Variable Definitions

Since Crunch employs a structural type system rather than a nominative one, the variable definition includes more knowledge than just the type name (numeric, text, categorical, etc); we also learn details about range, precision, missing values and reasons, order, etc. For example:

{
    "type": "categorical",
    "name": "Party ID",
    "description": "Do you consider yourself generally a Democrat, a Republican, or an Independent?",
    "categories": [
        {
            "name": "Republican",
            "numeric_value": 1,
            "id": 1,
            "missing": false
        },
        {
            "name": "Democrat",
            "numeric_value": -1,
            "id": 2,
            "missing": false
        },
        {
            "name": "Independent",
            "numeric_value": 0,
            "id": 3,
            "missing": false
        }
    ]
}

This section describes the metadata of a variable as exposed across HTTP, both expected response values and valid input values.

Variable types

The “type” of a Variable is a string which defines the superset of values from which the variable may draw. The type governs not only the set of values but also their syntax. (See below.)

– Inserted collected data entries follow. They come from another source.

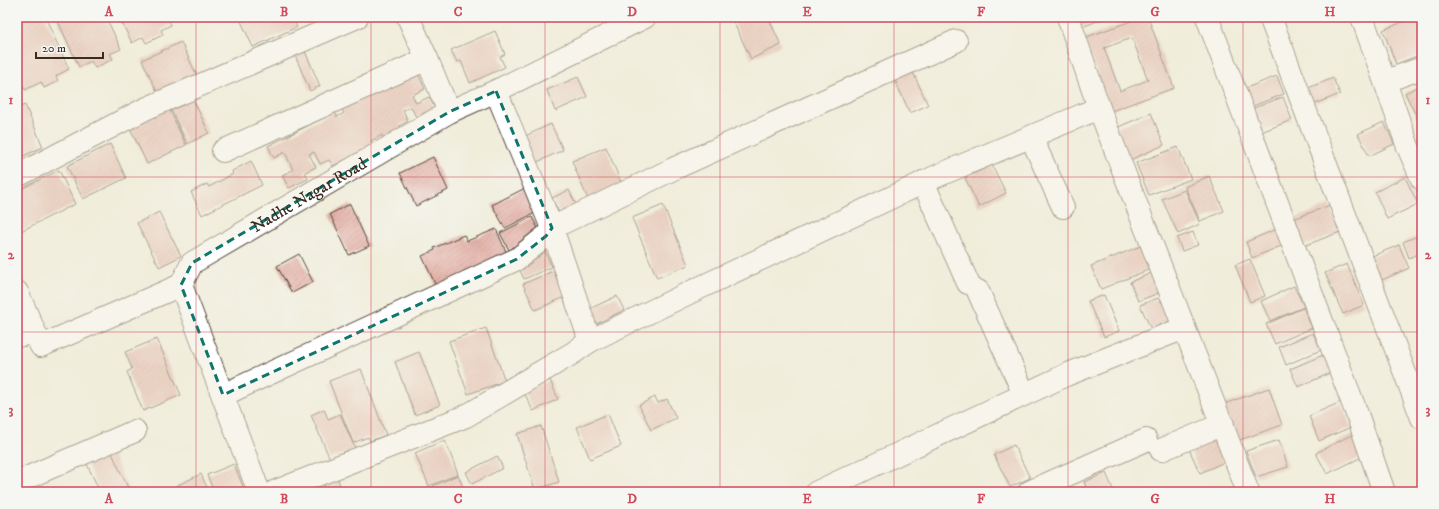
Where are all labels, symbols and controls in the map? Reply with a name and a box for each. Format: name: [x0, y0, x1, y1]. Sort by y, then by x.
text: A: [104, 4, 114, 20]
text: B: [280, 4, 288, 20]
text: C: [454, 4, 463, 20]
text: D: [627, 4, 637, 20]
text: E: [802, 4, 812, 20]
text: F: [977, 4, 986, 20]
text: G: [1150, 4, 1160, 20]
text: H: [1325, 4, 1336, 20]
scale bar: [36, 34, 103, 60]
text: 20 m: [42, 41, 66, 56]
text: 1: [9, 92, 14, 108]
text: 1: [1426, 92, 1431, 108]
street label: Nadhe Nagar Road: [247, 153, 371, 238]
text: 2: [8, 247, 15, 263]
text: 2: [1425, 247, 1432, 263]
text: 3: [9, 402, 14, 418]
text: 3: [1426, 402, 1431, 418]
text: A: [104, 491, 114, 507]
text: B: [280, 491, 288, 507]
text: C: [454, 491, 463, 507]
text: D: [627, 491, 637, 507]
text: E: [802, 491, 812, 507]
text: F: [977, 491, 986, 507]
text: G: [1150, 491, 1160, 507]
text: H: [1325, 491, 1336, 507]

The following types are defined for public use:

text
numeric
categorical
datetime
multiple_response
categorical_array

Variable names

Variables in Crunch have multiple attributes that provide identifying information: “name”, “alias”, and “description”.

name

Crunch takes a principled stand that variable “names” should be for people, not for computers.

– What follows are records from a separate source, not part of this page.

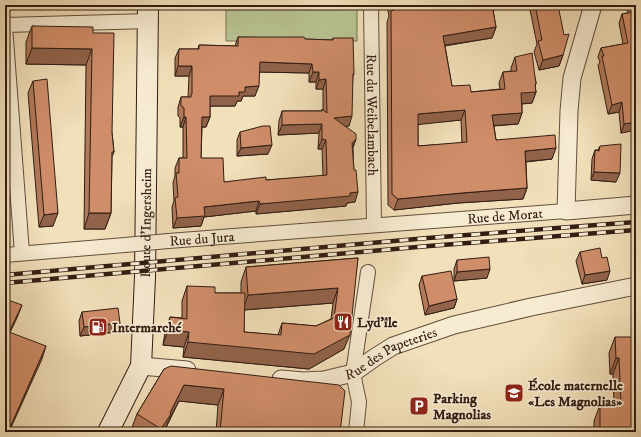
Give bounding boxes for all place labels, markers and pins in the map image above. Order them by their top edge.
restaurant icon: Lyd'île [332,311,354,333]
place label: Lyd'île [357,314,398,332]
fuel station icon: Intermarché [87,316,109,338]
place label: Intermarché [112,319,181,337]
place label: École maternelle «Les Magnolias» [528,377,623,411]
school or university icon: École maternelle «Les Magnolias» [503,382,525,404]
place label: Parking Magnolias [433,390,491,424]
parking icon: Parking Magnolias [408,395,430,417]

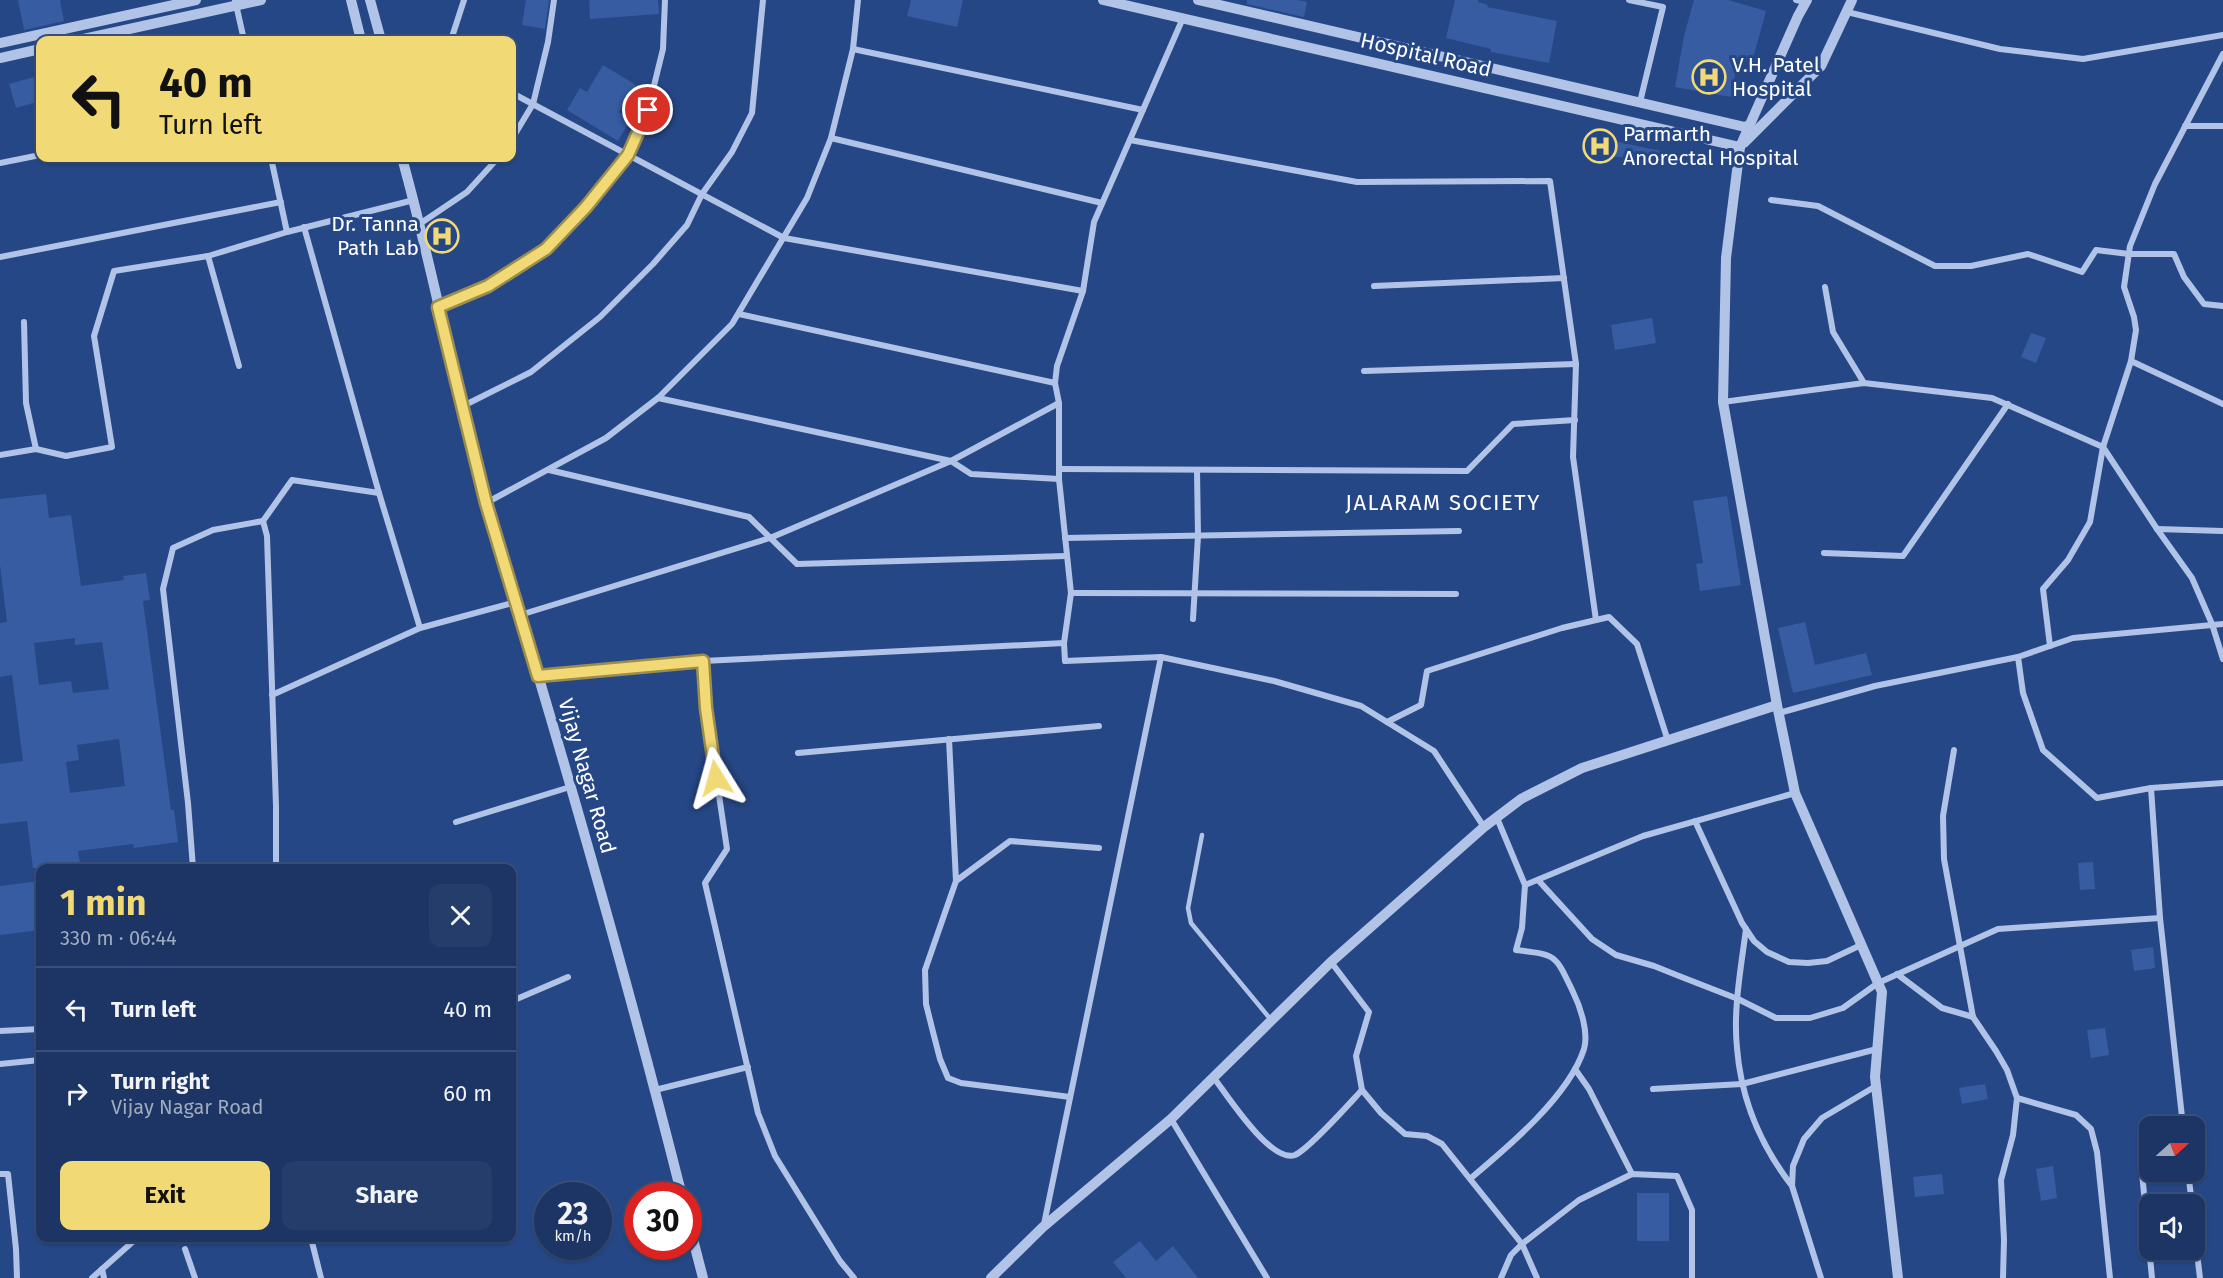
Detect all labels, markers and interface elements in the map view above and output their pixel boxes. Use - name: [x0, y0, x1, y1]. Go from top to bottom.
- street label: Hospital Road: [1358, 27, 1494, 83]
- place label: V.H. Patel Hospital: [1732, 52, 1820, 102]
- text: 40 m: [159, 58, 253, 108]
- hospital icon: V.H. Patel Hospital: [1691, 59, 1727, 95]
- icon: left: [60, 60, 138, 138]
- pin: [622, 84, 673, 135]
- icon: arrive: [631, 93, 664, 126]
- text: Turn left: [159, 109, 262, 141]
- place label: Parmarth Anorectal Hospital: [1623, 121, 1798, 171]
- hospital icon: Parmarth Anorectal Hospital: [1582, 128, 1618, 164]
- place label: Dr. Tanna Path Lab: [331, 211, 419, 261]
- hospital icon: Dr. Tanna Path Lab: [424, 218, 460, 254]
- district label: JALARAM SOCIETY: [1345, 489, 1541, 516]
- street label: Vijay Nagar Road: [552, 695, 622, 857]
- position arrow: [684, 746, 748, 810]
- text: 1 min: [60, 881, 147, 925]
- button: close: [429, 884, 492, 947]
- text: 330 m · 06:44: [60, 926, 177, 950]
- icon: left: [60, 993, 93, 1026]
- text: Turn left: [111, 996, 196, 1023]
- text: 40 m: [443, 996, 492, 1023]
- text: Turn right: [111, 1068, 210, 1095]
- icon: right: [60, 1077, 93, 1110]
- text: 60 m: [443, 1080, 492, 1107]
- text: Vijay Nagar Road: [111, 1095, 263, 1119]
- north arrow: [2139, 1116, 2205, 1182]
- map controls: [2139, 1116, 2205, 1260]
- button: Exit: [60, 1161, 270, 1230]
- button: Share: [282, 1161, 492, 1230]
- speed limit sign: 30: [624, 1182, 702, 1260]
- button: sound: [2139, 1194, 2205, 1260]
- text: 23: [558, 1196, 588, 1232]
- text: km/h: [554, 1227, 592, 1245]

You may be used to domains that have variable “name”, “label”, and “description”. Name is some short, unique, machine-friendlier ID like “Q2”; label is short and human-friendly, something like “Brand awareness”, and description is where you might put question wording if you have survey data. Crunch has “alias”, “name”, and “description”. What you may be used to thinking of as a variable name, we consider as an alias: something for more internal use, not something appropriate for a polished dataset ready to share with people who didn’t create the dataset (See more in the “Alias” section below). In Crunch, the variable’s “name” is what you may be used to thinking of as a label.

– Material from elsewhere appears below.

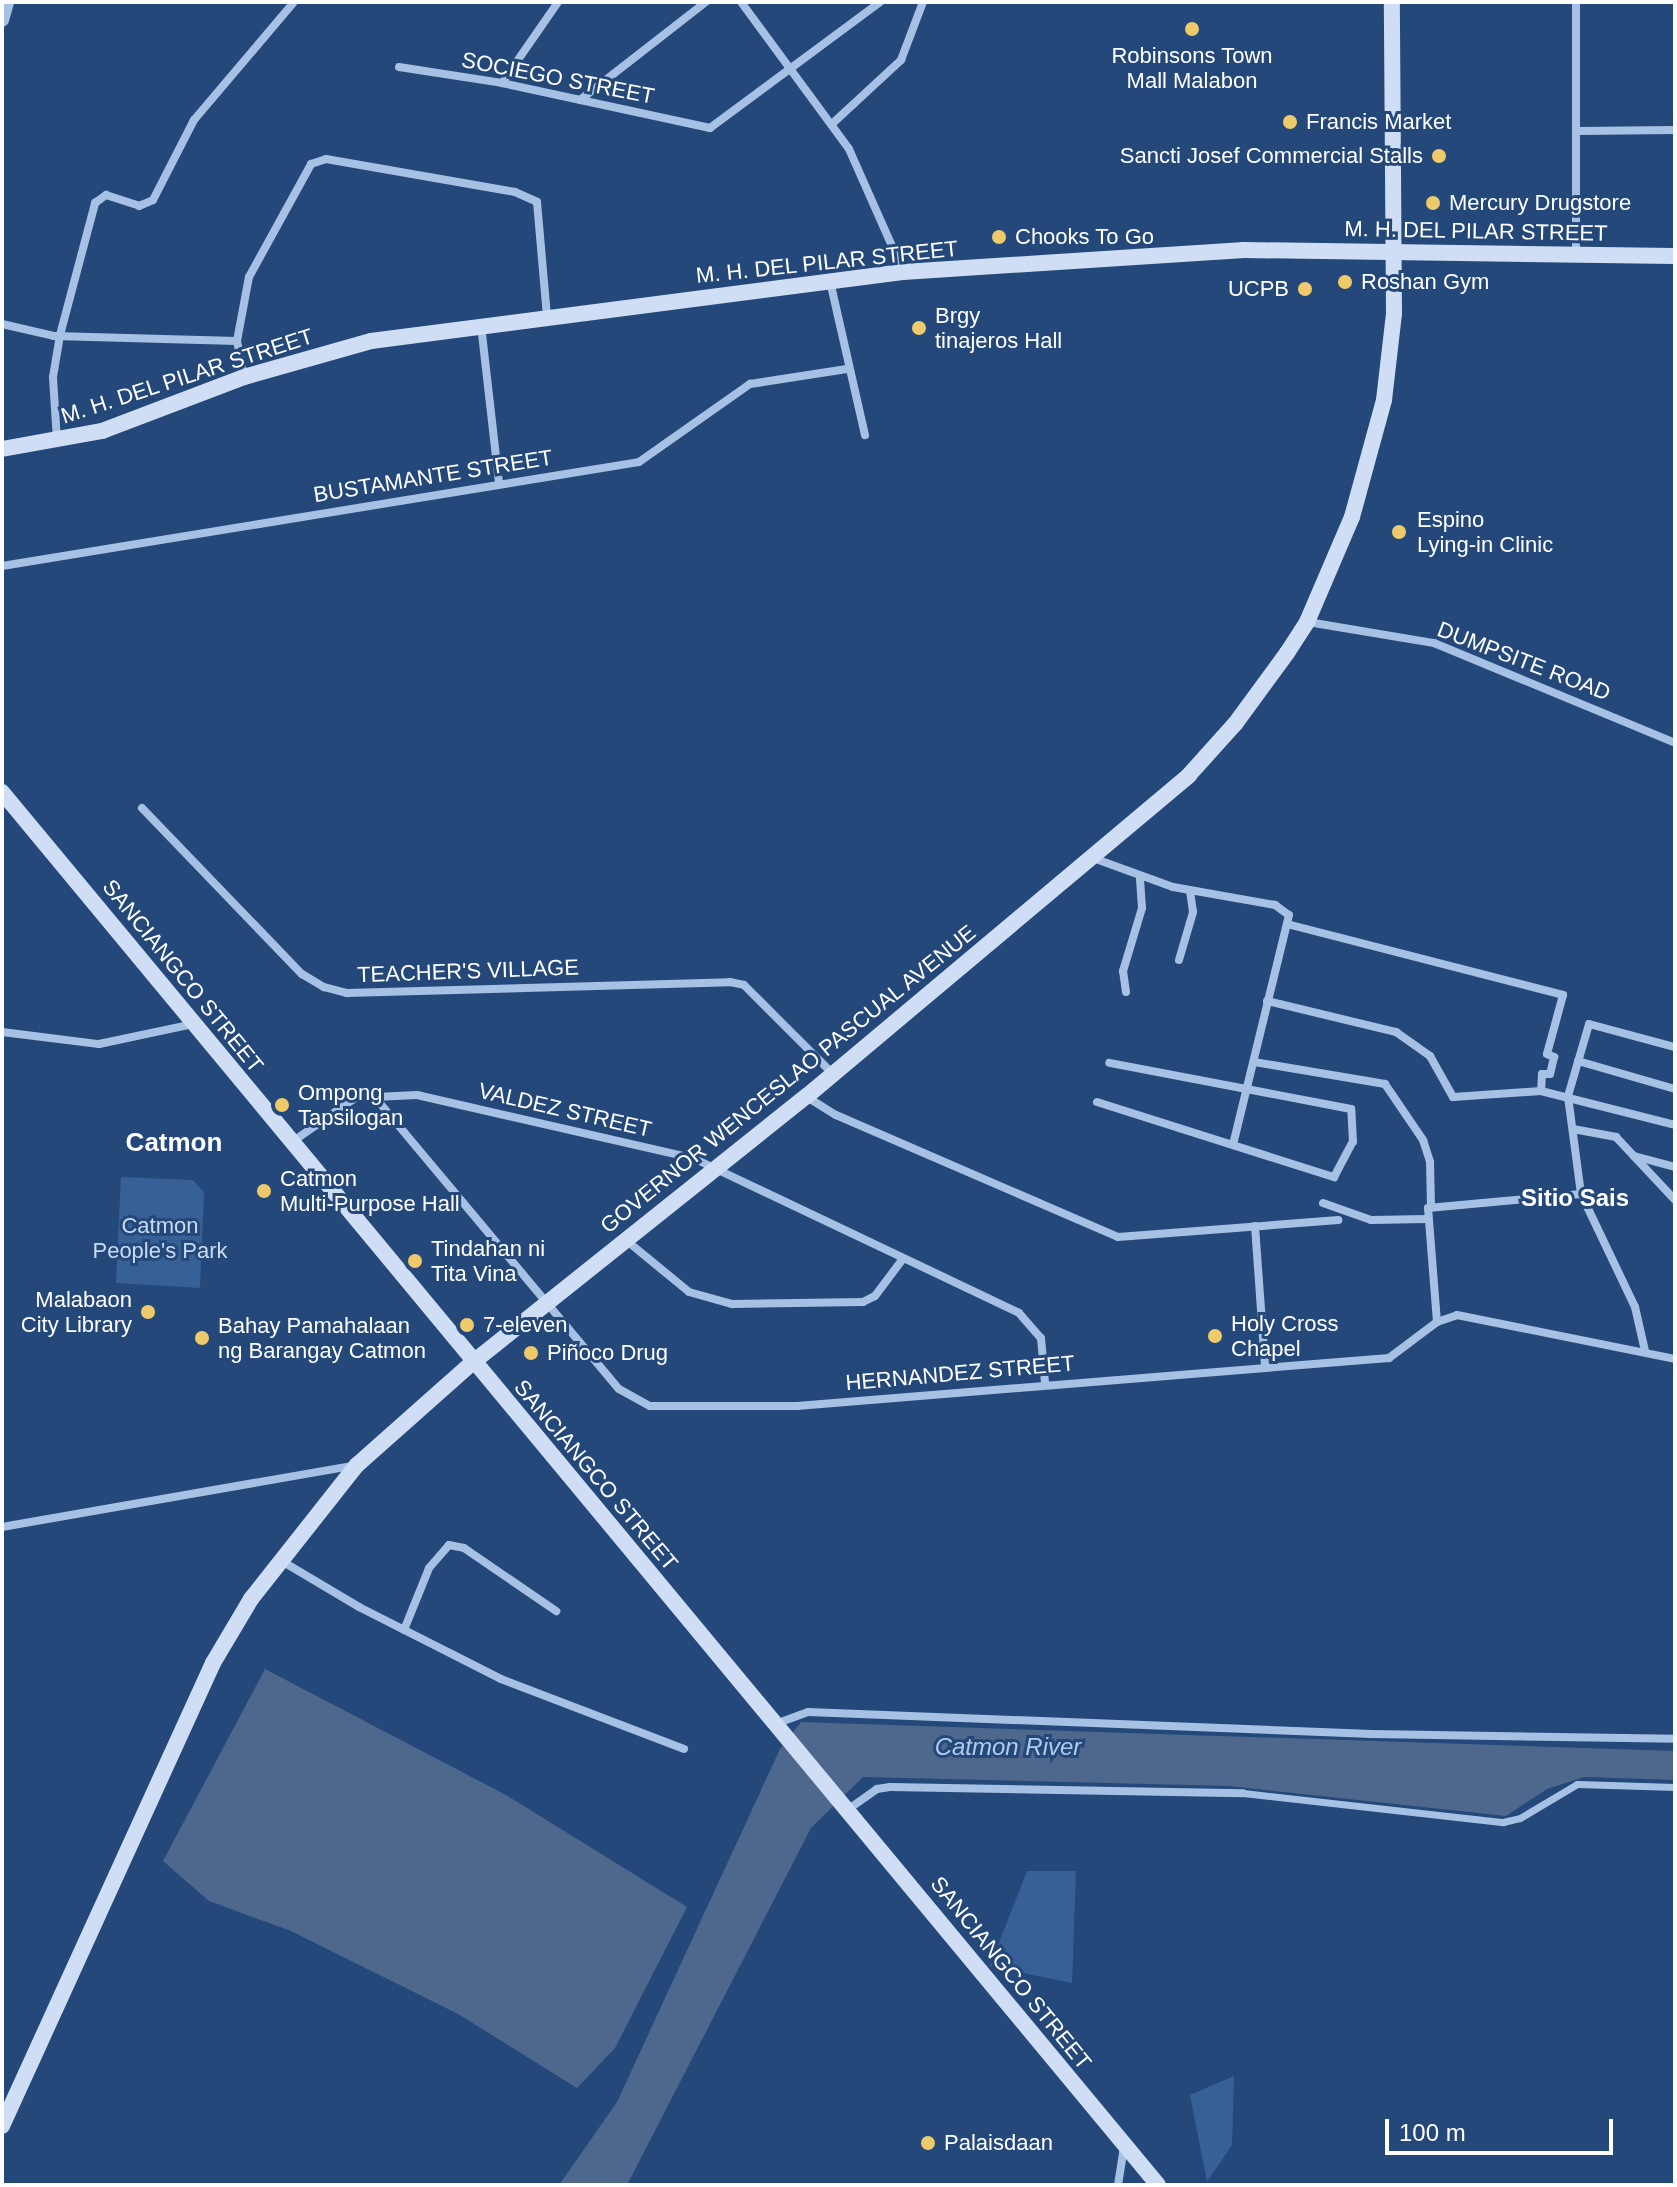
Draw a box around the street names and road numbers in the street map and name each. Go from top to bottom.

All variables must have a name, and these names must be unique across all variables, including “hidden” variables (see below) but excluding subvariables (see “Subvariables” below). Within an array variable, subvariable names must be unique. (You can think of subvariable names within an array as being variable_name.subvariable_name, and with that approach, all “variable names” must be unique.)

Names must be a string of length greater than zero, and any valid unicode string is allowed. See “Identifiers” above.

alias

Alias is a string identifier for variables. It must be unique across all variables, including subvariables, such that it can be used as an identifier. This is what legacy statistical software typically calls a variable name.

Aliases have several uses. Client applications, such as those exposing a scripting interface, may want to use aliases as a more machine-friendly, yet still human-readable, way of referencing variables. Aliases may also be used to help line up variables across different import batches.

When creating variables via the API, alias is not a required field; if omitted, an alias will be generated. If an alias is supplied, it must be unique across all variables, including subvariables, and the new variable request will be rejected if the alias is not unique. When data are imported from file formats that have unique variable names, those names will in many cases be used as the alias in Crunch.

description

Description is an optional string that provides more information about the variable. It is displayed in the web application on variable summary cards and with analyses.

Type-specific attributes

These attributes must be present for the specified variable types when creating a variable, but they are not defined for other types.

subvariables

Multiple Response and Categorical Array variables contain an array of subvariable references. In the HTTP API, these are presented as URLs. To create a variable of type “multiple_response” or “categorical_array”, you must include a “subvariables” member with an array of subvariable references. These variables will become the subvariables in the new array variable.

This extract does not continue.